Stored dataset items:
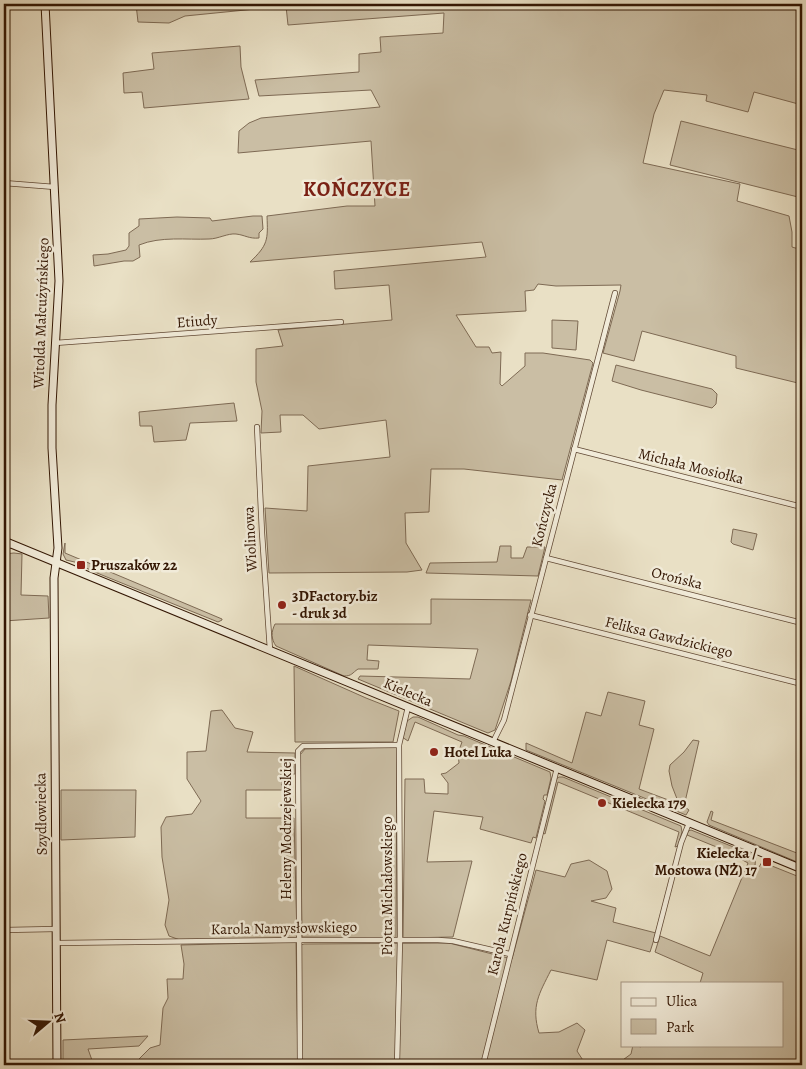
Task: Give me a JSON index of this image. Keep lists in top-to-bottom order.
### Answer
{
  "streets": {
    "street": [
      "Witolda Małcużyńskiego",
      "Etiudy",
      "Michała Mosiołka",
      "Kończycka",
      "Wiolinowa",
      "Orońska",
      "Feliksa Gawdzickiego",
      "Kielecka",
      "Szydłowiecka",
      "Heleny Modrzejewskiej",
      "Piotra Michałowskiego",
      "Karola Kurpińskiego",
      "Karola Namysłowskiego"
    ]
  },
  "crossings": [
    ["Witolda Małcużyńskiego", "Etiudy"],
    ["Witolda Małcużyńskiego", "Kielecka"],
    ["Witolda Małcużyńskiego", "Szydłowiecka"],
    ["Michała Mosiołka", "Kończycka"],
    ["Kończycka", "Orońska"],
    ["Kończycka", "Feliksa Gawdzickiego"],
    ["Kończycka", "Kielecka"],
    ["Wiolinowa", "Kielecka"],
    ["Kielecka", "Szydłowiecka"],
    ["Kielecka", "Piotra Michałowskiego"],
    ["Kielecka", "Karola Kurpińskiego"],
    ["Szydłowiecka", "Karola Namysłowskiego"],
    ["Heleny Modrzejewskiej", "Piotra Michałowskiego"],
    ["Heleny Modrzejewskiej", "Karola Namysłowskiego"],
    ["Piotra Michałowskiego", "Karola Namysłowskiego"],
    ["Karola Kurpińskiego", "Karola Namysłowskiego"]
  ],
  "districts": ["KOŃCZYCE"],
  "places": {
    "transit": ["Pruszaków 22", "Kielecka / Mostowa (NŻ) 17"],
    "other": ["3DFactory.biz - druk 3d", "Hotel Luka", "Kielecka 179"]
  },
  "legend": ["Ulica", "Park"],
  "north": "right"
}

**TASK DESCRIPTION**
Determine how many lines in the records above have the string "Namysłowskiego". Only the number should be returned.

**ANSWER SPACE**
5